Share

engineering

8min read

Maintaining Open-Source RxAndroidBle Library (Handling and Handover)

Maintaining Open-Source RxAndroidBle Library (Handling and Handover)

PART 1—User Handling

Picking your battles

As a developer, while creating a library, you should take into consideration that the users do not have all of the knowledge about how your code or the system underneath works. You have to be prepared for that and consider how it can be managed, beforehand. Usually, there are two options.

Defensive programming

Failing gracefully, as it’s sometimes called, is a nice solution—especially from the user’s point of view. If users try to do something that will fail due to lack of knowledge, you can always try to guide them to get things done anyway.

I.e. Android BLE API allows for only one operation being executed at any given moment and trying to run another one will cause it to fail immediately. But this case can be easily managed by adding a command queue and executing them one by one. The user won’t see any hiccups.
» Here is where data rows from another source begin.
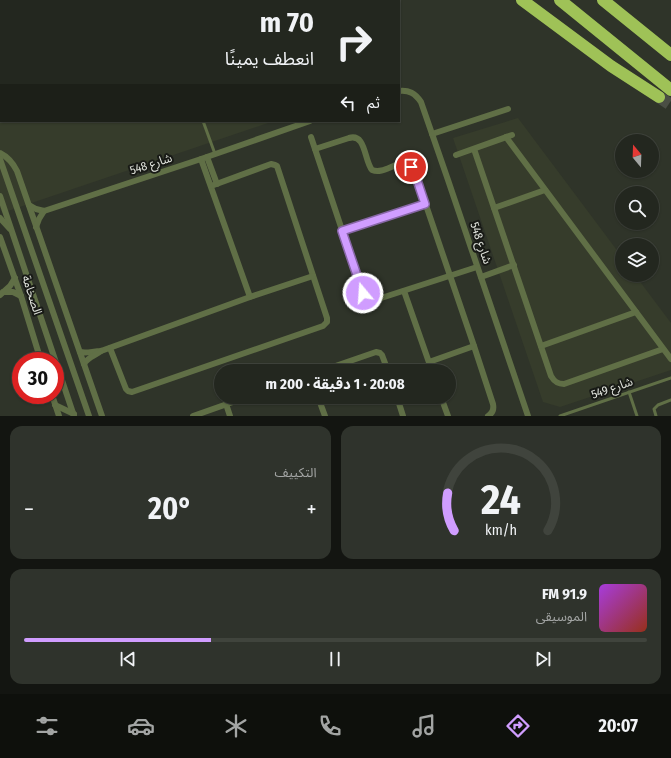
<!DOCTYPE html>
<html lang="ar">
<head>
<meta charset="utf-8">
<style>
	:root { --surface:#23271f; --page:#2f332c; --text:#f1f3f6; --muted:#a3a5a4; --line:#40443d; --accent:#d09dff }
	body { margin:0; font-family:"Fira Sans Condensed","Noto Sans Arabic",sans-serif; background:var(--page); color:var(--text); direction:rtl; height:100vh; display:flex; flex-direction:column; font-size:15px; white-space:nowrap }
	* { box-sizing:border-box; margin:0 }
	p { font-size:13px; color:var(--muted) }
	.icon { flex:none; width:22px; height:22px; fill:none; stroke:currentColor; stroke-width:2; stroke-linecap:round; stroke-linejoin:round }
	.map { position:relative; height:416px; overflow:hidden; direction:ltr }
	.side { display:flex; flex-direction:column; gap:10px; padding:10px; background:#131511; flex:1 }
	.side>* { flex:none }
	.top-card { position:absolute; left:0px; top:0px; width:400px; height:122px; box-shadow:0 1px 3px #0004,0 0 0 1px var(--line); direction:rtl; background:#23271f; color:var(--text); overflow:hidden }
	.needle { width:26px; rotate:341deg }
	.buttons { position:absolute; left:615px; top:134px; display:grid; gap:8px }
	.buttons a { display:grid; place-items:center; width:44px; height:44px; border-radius:50%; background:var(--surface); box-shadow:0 1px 3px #0004,0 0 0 1px var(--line); font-size:20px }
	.speed { position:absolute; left:12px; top:352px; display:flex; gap:8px; font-size:20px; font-weight:700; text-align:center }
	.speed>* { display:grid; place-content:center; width:52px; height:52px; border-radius:50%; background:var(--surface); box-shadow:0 1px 3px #0004,0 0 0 1px var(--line); line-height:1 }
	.speed .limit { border:6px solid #d22; background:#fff; color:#111 }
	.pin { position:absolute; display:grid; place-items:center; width:34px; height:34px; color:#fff; margin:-17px; border:2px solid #fff; border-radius:50%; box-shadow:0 1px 4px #0007 }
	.me { position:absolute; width:44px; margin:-22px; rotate:342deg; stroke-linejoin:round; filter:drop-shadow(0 0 3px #0008) }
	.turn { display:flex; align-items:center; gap:14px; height:84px; padding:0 20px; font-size:18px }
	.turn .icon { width:52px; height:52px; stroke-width:2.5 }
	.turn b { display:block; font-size:28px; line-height:34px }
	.then { display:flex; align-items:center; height:38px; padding:0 20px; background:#0003; gap:8px; font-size:15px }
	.big { font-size:30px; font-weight:700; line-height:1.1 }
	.side .widget { flex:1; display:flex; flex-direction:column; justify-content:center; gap:6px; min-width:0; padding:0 14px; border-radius:12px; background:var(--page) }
	.side .dial { align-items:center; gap:0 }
	.dial svg { height:104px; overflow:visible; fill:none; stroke:var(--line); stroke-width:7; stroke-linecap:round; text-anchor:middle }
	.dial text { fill:var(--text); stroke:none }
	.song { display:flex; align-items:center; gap:12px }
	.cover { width:48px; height:48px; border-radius:6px; background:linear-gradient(135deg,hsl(280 70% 55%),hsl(10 70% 35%)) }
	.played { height:4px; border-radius:2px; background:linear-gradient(90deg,var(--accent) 30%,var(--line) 30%) }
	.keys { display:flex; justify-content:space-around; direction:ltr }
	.heat { display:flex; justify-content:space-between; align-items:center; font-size:22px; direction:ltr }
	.side .tiles { flex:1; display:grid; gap:10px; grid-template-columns:1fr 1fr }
	.widget:last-child { grid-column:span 2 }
	.trip { position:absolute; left:214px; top:364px; width:242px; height:40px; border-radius:20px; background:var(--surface); box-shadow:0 1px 3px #0004,0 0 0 1px var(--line); font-weight:700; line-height:40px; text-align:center; direction:rtl }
	.tab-bar { display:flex; height:64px; justify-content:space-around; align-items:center; background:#0e100c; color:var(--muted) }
	.tab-bar .icon { width:28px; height:28px }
	.tab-bar .on { color:var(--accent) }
	.tab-bar b { font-size:18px; color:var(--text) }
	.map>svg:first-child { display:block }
</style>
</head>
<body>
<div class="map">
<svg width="671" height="416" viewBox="0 0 671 416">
	<rect width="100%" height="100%" fill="#2f3429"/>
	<!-- built -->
	<g fill="#363c2b">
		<path d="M0 0H377V1H1V121H274L2 213 0 208Z"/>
		<path d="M518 118 622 257V275H635L671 323V370L560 407 543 402 453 138Z"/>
	</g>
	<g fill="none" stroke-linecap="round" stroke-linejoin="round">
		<!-- highway-tunnel -->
		<path stroke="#4a4e44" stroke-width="12" stroke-dasharray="12 6" stroke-linecap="butt" d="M659 97 671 105"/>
		<!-- lane -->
		<g stroke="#606f46" stroke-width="3">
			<path d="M161 0 162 1"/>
			<path d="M167 1 170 0"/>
			<path d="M203 121 215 154"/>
			<path d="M629 392 637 416"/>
			<path d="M560 416 671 378"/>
			<path d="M656 416 654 409 658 405 671 400"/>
		</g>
		<!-- street -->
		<g stroke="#606f46" stroke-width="6">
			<path d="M399 91C409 90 415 93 421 102L448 180 528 416"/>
			<path d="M432 134 508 109"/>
			<path d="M311 137 363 293C365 299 369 302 375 300L477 267"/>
			<path d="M506 137 671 359"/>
			<path d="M315 149 349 138C366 133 364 160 372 170 387 176 401 153 414 170L474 346 493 404C494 409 493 413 488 416"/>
			<path d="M474 149 551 376C554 381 557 384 564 384L663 349"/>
			<path d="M0 153C8 157 13 163 17 171L102 416"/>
			<path d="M456 155 512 135"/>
			<path d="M207 157 217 184"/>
			<path d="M0 159 89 416"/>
			<path d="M201 159 250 297"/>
			<path d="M0 196 74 416"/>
			<path d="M29 205 36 209 44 211 201 159 310 121"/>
			<path d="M494 208 545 190"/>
			<path d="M0 218 10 229"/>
			<path d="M36 227 39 219 44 211"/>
			<path d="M342 231 425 203"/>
			<path d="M0 237 21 296 41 361"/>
			<path d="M481 277 514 265"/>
			<path d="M404 291 432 371"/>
			<path d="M3 292H13L21 296"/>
			<path d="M0 295 10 286 15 278"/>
			<path d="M541 346 636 312"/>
			<path d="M110 348 126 389 128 391 132 392 323 326 327 322V318L277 166 275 165 271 164 211 186"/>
			<path d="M80 352C87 354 93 351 101 351L250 297 313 276"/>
			<path d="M429 362 474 346"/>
			<path d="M84 364C88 357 95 356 101 351"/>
			<path d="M321 371 376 352 380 353 382 355 388 371"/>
			<path d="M52 395 59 416"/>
			<path d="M318 397 325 416"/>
			<path d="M397 397 403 416"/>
			<path d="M441 397 448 416"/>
			<path d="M226 404 230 416"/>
			<path d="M55 405 74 414"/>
			<path d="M193 416 247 397"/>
		</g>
		<!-- highway -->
		<g stroke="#9fc257" stroke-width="12">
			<path d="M522 0 611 66 659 97"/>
			<path d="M560 0 671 90"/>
			<path d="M603 0 671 55"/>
		</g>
	</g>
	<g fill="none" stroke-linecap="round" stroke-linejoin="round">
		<!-- route casing -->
		<g stroke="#8766a6" stroke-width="10">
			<path id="route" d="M363 293 342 231 425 204 415 174 411 167"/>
		</g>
		<!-- route -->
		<use href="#route" stroke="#d09dff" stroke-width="7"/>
	</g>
	<g text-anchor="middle" stroke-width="4" stroke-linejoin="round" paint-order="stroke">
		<!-- street labels -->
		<g font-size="12" fill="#e1e4dd" stroke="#181a16">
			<text transform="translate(151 164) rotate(-18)" y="4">شارع 548</text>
			<text transform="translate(481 243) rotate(71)" y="4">شارع 548</text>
			<text transform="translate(32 295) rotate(72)" y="4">الصخامة</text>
			<text transform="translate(612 388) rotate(-19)" y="4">شارع 549</text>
		</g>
	</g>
</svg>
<div class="buttons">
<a><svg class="needle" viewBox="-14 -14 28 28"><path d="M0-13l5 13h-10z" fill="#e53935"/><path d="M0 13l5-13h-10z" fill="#a3a5a4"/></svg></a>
<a><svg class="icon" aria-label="search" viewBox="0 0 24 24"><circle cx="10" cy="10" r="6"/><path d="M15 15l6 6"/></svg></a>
<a><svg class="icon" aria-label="layers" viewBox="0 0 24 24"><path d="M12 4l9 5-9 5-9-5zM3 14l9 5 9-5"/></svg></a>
</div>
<div class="speed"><div class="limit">30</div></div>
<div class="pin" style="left:411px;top:167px;background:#d93025"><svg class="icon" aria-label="arrive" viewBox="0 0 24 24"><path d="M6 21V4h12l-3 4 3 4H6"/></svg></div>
<svg class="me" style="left:363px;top:293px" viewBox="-20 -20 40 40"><circle r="17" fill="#d09dff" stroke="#fff" stroke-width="3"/><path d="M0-11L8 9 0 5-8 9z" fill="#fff"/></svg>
<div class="trip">20:08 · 1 دقيقة · 200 m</div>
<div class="top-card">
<div class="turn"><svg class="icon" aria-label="right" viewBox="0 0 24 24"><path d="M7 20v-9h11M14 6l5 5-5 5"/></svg><div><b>70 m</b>انعطف يمينًا</div></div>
<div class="then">ثم<svg class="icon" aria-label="left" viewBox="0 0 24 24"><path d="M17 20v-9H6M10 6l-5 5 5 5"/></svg></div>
</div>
</div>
<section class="side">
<div class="tiles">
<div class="widget dial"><svg viewBox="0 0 100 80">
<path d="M14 69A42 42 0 1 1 86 69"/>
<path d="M14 69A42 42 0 0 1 9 40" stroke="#d09dff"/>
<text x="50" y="56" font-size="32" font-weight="700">24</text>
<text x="50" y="72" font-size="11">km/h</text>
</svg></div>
<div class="widget"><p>التكييف</p>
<div class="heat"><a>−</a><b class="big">20°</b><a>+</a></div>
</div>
<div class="widget">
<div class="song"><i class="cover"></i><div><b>91.9 FM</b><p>الموسيقى</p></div></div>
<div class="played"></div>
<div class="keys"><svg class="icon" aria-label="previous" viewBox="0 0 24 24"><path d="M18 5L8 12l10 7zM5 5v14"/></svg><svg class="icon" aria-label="pause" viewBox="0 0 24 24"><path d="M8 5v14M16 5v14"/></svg><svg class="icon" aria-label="next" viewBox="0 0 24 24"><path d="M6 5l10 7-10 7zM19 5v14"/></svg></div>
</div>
</div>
</section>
<nav class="tab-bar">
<b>20:07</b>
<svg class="icon on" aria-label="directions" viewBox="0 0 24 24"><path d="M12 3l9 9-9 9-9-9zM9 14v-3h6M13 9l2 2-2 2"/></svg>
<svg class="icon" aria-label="music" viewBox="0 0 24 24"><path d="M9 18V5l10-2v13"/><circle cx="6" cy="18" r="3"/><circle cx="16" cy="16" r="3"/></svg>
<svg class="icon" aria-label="phone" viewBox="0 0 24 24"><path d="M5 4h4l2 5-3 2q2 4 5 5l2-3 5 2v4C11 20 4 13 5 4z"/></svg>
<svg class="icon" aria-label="climate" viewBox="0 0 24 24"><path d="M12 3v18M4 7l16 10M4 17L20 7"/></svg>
<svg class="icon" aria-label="car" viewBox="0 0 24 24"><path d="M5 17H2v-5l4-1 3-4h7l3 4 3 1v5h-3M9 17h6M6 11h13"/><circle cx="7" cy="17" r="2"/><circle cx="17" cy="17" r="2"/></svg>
<svg class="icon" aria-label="filters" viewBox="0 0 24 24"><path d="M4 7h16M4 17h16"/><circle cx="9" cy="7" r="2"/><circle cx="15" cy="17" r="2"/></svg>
</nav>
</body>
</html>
Another solution could be starting an Android BLE scan which may fail due to internal Android issues—you can potentially work around it by starting a classic Bluetooth scan and filtering out devices that are not Low Energy. Depending on what the user is interested in (because classic Bluetooth scan doesn’t contain all the information available through the BLE scan)—this workaround can turn out to be just fine. Defensive programming is not a silver bullet though. There are situations in which the managed approach may lead to subtle nuances in how the program works and eventually even to bugs that are difficult to investigate. In fact, we have also encountered one of such problems ourselves, namely—by establishing a BLE connection. BLE specification says that a single device may only sustain a single connection, but the users who are unaware of that could try to call RxBleDevice.establishConnection() again.o what could be done while using defensive programming?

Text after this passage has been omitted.